Peeta gladly takes the berries from me and eagerly swallows a large handful. His expression changes almost immediately and his eyes dart to me. Just when he's about to spit them out I quickly cover his mouth with one hand and his nose with the other before he can spit it out. He's already weak from his wound and before he could muster the strength the push me off, I feel his grip on me weaken.
I look into his eyes right before he looses consciousness and all I can see is anger and betrayal. For a second I feel guilty about what I had just done, but logic quickly replaces my personal feelings and I feel a sense of accomplishment when he finally falls into a deep slumber. It had to be done, I tell myself. I was doing this for him.
XxxxXxxxX
Twenty-four hours. That's all I had to work with until the syrup wore off and I could not afford to waste any of it. Before nightfall I prepare my weapons, fill every water container that I have and then I get started on camouflaging the opening of the cave. I leave a container of water beside Peeta in case he wakes up and I'm not there. It may keep him alive for a little longer but in the end his wound will kill him. Slowly and painfully. I keep telling myself that I will return before he wakes up, that I will save him before the infection spreads anymore than it already has because if I die at the feast, District 12 will not have a victor.

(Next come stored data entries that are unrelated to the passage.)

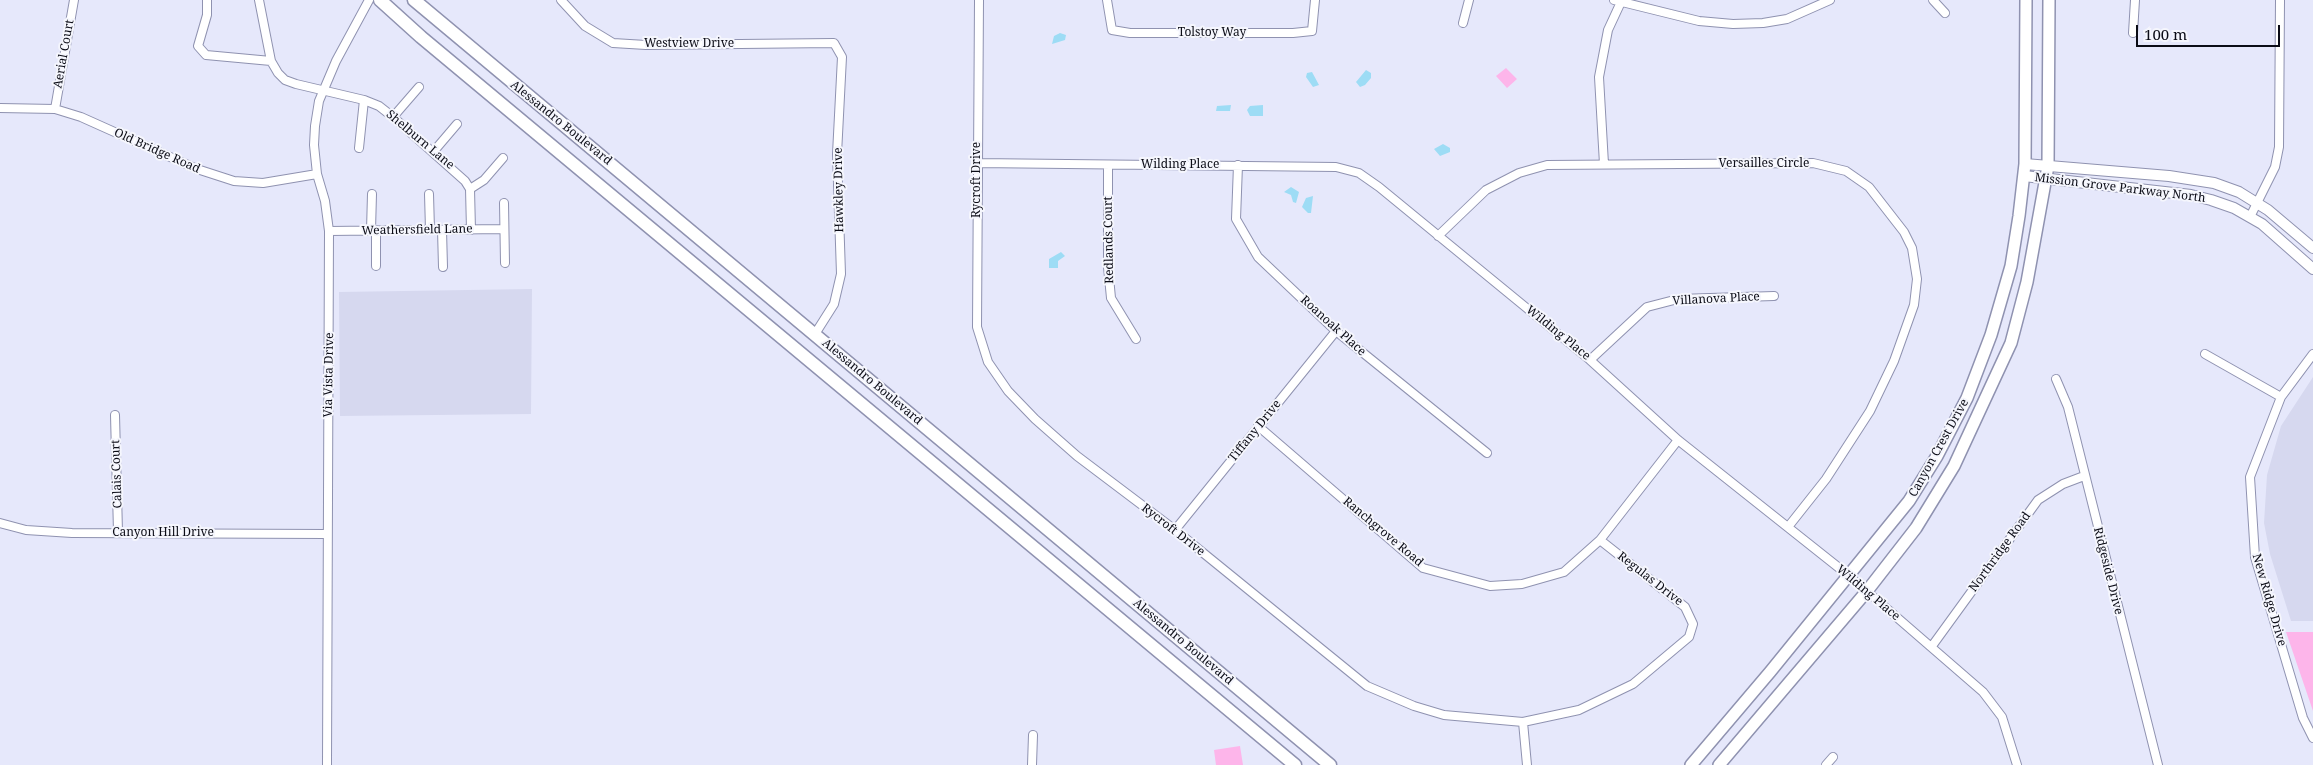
<!DOCTYPE html>
<style>
body{margin:0}
#map{position:relative;width:2313px;height:765px;overflow:hidden;background:#e6e8fb;font-family:"Noto Serif",serif}
canvas{display:block}
.scale{position:absolute;left:2136px;top:25px;width:144px;height:22px;box-sizing:border-box;border:2px solid #0b0c16;border-top:0;padding-left:6px;font-size:15px;line-height:18px;white-space:nowrap;color:#0b0c16;-webkit-text-stroke:4px #f5f6fd;paint-order:stroke}
</style>
<div id="map">
<canvas width="2313" height="765"></canvas>
<div class="scale">100 m</div>
</div>
<script>
const c = document.querySelector('canvas').getContext('2d');
c.lineJoin = 'round';
function paint(path, color) { c.fillStyle = color; c.fill(path, 'evenodd'); }
const shape = rows => new Path2D(rows.map(r => 'M' + r).join(''));
function strokePath(path, color, width, dash) { c.strokeStyle = color; c.lineWidth = width; c.lineCap = dash ? 'butt' : 'round'; c.setLineDash(dash || []); c.stroke(path); }
function drawText(font, color, halo, rows, align = 'center') {
  c.font = font + ' "Noto Serif",serif'; c.lineWidth = 4; c.setLineDash([]); c.textBaseline = 'middle'; c.strokeStyle = halo; c.fillStyle = color; for (const [text, x, y, turn = 0] of rows) {
    c.save(); c.translate(x, y); c.rotate((+turn || 0) * Math.PI / 180); c.textAlign = isNaN(turn) ? turn : align; if (halo) c.strokeText(text, 0, 0); c.fillText(text, 0, 0); c.restore();
  }
}
paint(shape([
 [532,289,531,414,340,416,339,292],
 [2313,377,2313,621,2291,621,2270,554,2264,523,2267,475,2281,426]
]), '#d6d8ef');
paint(shape([
 [1506,68,1517,79,1507,88,1496,76],
 [2286,632,2313,632,2313,711],
 [1240,746,1243,765,1216,765,1214,750]
]), '#fdb5ea');
paint(shape([
 [1060,33,1066,35,1065,40,1052,44,1054,36],
 [1366,70,1371,73,1371,78,1365,85,1360,87,1356,82],
 [1312,72,1319,85,1313,87,1306,77,1307,73],
 [1231,105,1230,111,1216,111,1217,106],
 [1263,105,1263,116,1250,116,1247,110,1250,106],
 [1443,144,1450,148,1450,152,1440,156,1434,149],
 [1291,187,1299,192,1296,203,1293,202,1291,195,1284,192],
 [1313,196,1311,213,1308,213,1302,207,1306,198],
 [1061,252,1065,256,1058,261,1058,268,1049,268,1049,259]
]), '#9ddcf5');
const minor = shape([
 [207,0,207,15,198,46,206,55,271,61],
 [259,0,271,61,278,73,285,80,296,84,364,100,379,106,393,117,465,181,470,189,471,230],
 [561,0,585,26,613,43,646,45,834,43,842,57,837,154,841,274,834,304,815,334],
 [979,0,977,327,988,362,1008,391,1035,419,1077,456,1175,530,1367,686,1414,706,1444,715,1523,722,1579,710,1633,684,1689,637,1693,624,1685,607,1600,540],
 [1107,0,1112,30,1130,33,1293,33,1312,31,1315,0],
 [1614,0,1699,21,1733,24,1763,23,1787,19,1830,0],
 [1933,0,1945,13],
 [1463,23,1469,0],
 [2133,33,2135,0],
 [0,108,55,109,81,117,197,169,234,181,263,183,317,174],
 [55,109,74,0],
 [393,117,419,87],
 [359,148,364,100],
 [434,151,457,124],
 [977,163,1336,167,1359,173,1379,187,1590,360,1678,440,1848,575,1983,692,2002,717,2017,765],
 [1604,164,1599,77,1608,30,1621,2],
 [1108,165,1108,267,1111,298,1136,339],
 [1238,165,1236,219,1258,257,1336,331,1487,453],
 [470,189,484,180,503,158],
 [429,194,430,230],
 [504,203,505,263],
 [2250,217,2275,167,2279,147,2280,0],
 [371,230,372,194],
 [442,230,443,267],
 [329,231,504,229],
 [1438,236,1486,190,1519,173,1547,165,1813,163,1846,171,1869,187,1904,232,1912,248,1917,279,1914,305,1894,361,1870,411,1826,479,1788,527],
 [376,266,376,230],
 [2205,354,2281,397],
 [2313,354,2281,397,2250,477,2255,557,2303,718,2313,738],
 [1590,360,1647,307,1678,299,1774,296],
 [2056,379,2068,407,2158,765],
 [115,415,118,532],
 [1258,426,1423,568,1490,586,1522,584,1564,572,1600,540,1678,440],
 [0,523,26,530,72,533,327,534],
 [1175,530,1336,331],
 [1932,646,2038,500,2063,484,2084,476],
 [1523,722,1527,765],
 [327,765,329,231,325,201,317,174,314,145,315,126,319,101,336,61,369,0],
 [1032,765,1033,735],
 [1826,765,1833,757]
]);
const tertiary = shape([
 [2025,164,2169,176,2214,183,2239,192,2268,210,2313,248],
 [2024,176,2191,195,2211,200,2234,208,2262,224,2313,269]
]);
const secondary = shape([
 [1691,765,1770,672,1909,501,1937,456,1967,398,1991,335,2011,266,2019,216,2025,164,2026,0],
 [1719,765,1867,591,1916,528,1954,466,2011,343,2027,282,2048,166,2049,0]
]);
const primary = shape([
 [380,0,421,37,1295,765],
 [414,0,1330,765]
]);
strokePath(minor, '#8f92b0', 10);
strokePath(tertiary, '#8f92b0', 12);
strokePath(secondary, '#8f92b0', 14);
strokePath(primary, '#8f92b0', 15);
strokePath(minor, '#fff', 8);
strokePath(tertiary, '#fff', 10);
strokePath(secondary, '#fff', 11);
strokePath(primary, '#fff', 12);
drawText('12px', '#0b0c16', '#f5f6fd', [
 ["Tolstoy Way",1212,33],
 ["Westview Drive",689,44],
 ["Aerial Court",64,54,-80],
 ["Alessandro Boulevard",561,123,39],
 ["Shelburn Lane",420,140,40],
 ["Old Bridge Road",157,151,24],
 ["Versailles Circle",1764,164],
 ["Wilding Place",1180,165],
 ["Rycroft Drive",977,180,-90],
 ["Mission Grove Parkway North",2120,188,7],
 ["Hawkley Drive",839,190,-91],
 ["Weathersfield Lane",417,230,-1],
 ["Redlands Court",1109,240,-91],
 ["Villanova Place",1716,299,-3],
 ["Roanoak Place",1333,326,42],
 ["Wilding Place",1558,333,39],
 ["Via Vista Drive",329,375,-89],
 ["Alessandro Boulevard",872,382,40],
 ["Tiffany Drive",1255,431,-51],
 ["Canyon Crest Drive",1939,448,-61],
 ["Calais Court",117,474,-92],
 ["Rycroft Drive",1173,530,38],
 ["Ranchgrove Road",1383,532,40],
 ["Canyon Hill Drive",163,533],
 ["Northridge Road",2000,552,-54],
 ["Ridgeside Drive",2108,571,76],
 ["Regulas Drive",1650,579,38],
 ["Wilding Place",1868,593,40],
 ["New Ridge Drive",2269,600,74],
 ["Alessandro Boulevard",1183,642,40]
]);
</script>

My biggest worry at this point is confronting Cato, Clove and Thresh. I know for a fact that they'll be waiting at the Cornucopia. Perhaps they're already there, or somewhere close by? And then that leaves Foxface. She's an odd one. I don't think that direct confrontation is her thing and I certainly can't imagine her running towards me with a knife. She'll probably be hanging around nearby, waiting for the rest of us to take each other down.
I watch the sky, hoping to see a face so that I'll have one less person to worry about at dawn but no more faces appear in the sky tonight, but tomorrow there will be. Feasts always result in death.
It's cold tonight. Freezing, actually, so I decide to go back in the cave, now camouflaged by a large pile of rocks, and lie next to Peeta. His fever is worse. Without medicine he'll only last a couple of days before the infection finally kills him. Those final days of his life would likely drive him to insanity. A quick death would be the more preferable option and without the medicine, relieving him of his suffering would likely fall into my hands.
But now there's a possibility that I could save him. There was a small chance that I'll succeed but at least the chance is there.
Spirits are probably high in District 12. No one has made it this far in years. Since Haymitch, probably. Our tributes are always killed in the early stages of the games, usually in the bloodbath, so people in the District usually avoid watching the Games. Some are curious, but most go about their day, trying not the think of the innocent children that are being slaughtered in the arena while an audience cheers on.
It's late now and I'm positive that there'll be no cannons going off until tomorrow morning. There probably aren't many watching the Games at this hour. It'll be quiet in the arena for the next few hours while everyone prepares for tomorrows feast. I take Peeta's jacket off, deciding that he doesn't need it and I put it on and return to my position beside him. In a few hours I'll be at the Cornucopia. In a few hours I could come face to face with Cato. In a few hours I could be dead.
A/N: This first chapter was intended to follow the same path as the book. I just wanted to confirm that I am not rewriting The Hunger Games in my own words. The rest of the fic will follow a different plot. I just wanted to get things started before the real action begins *evil laughter*.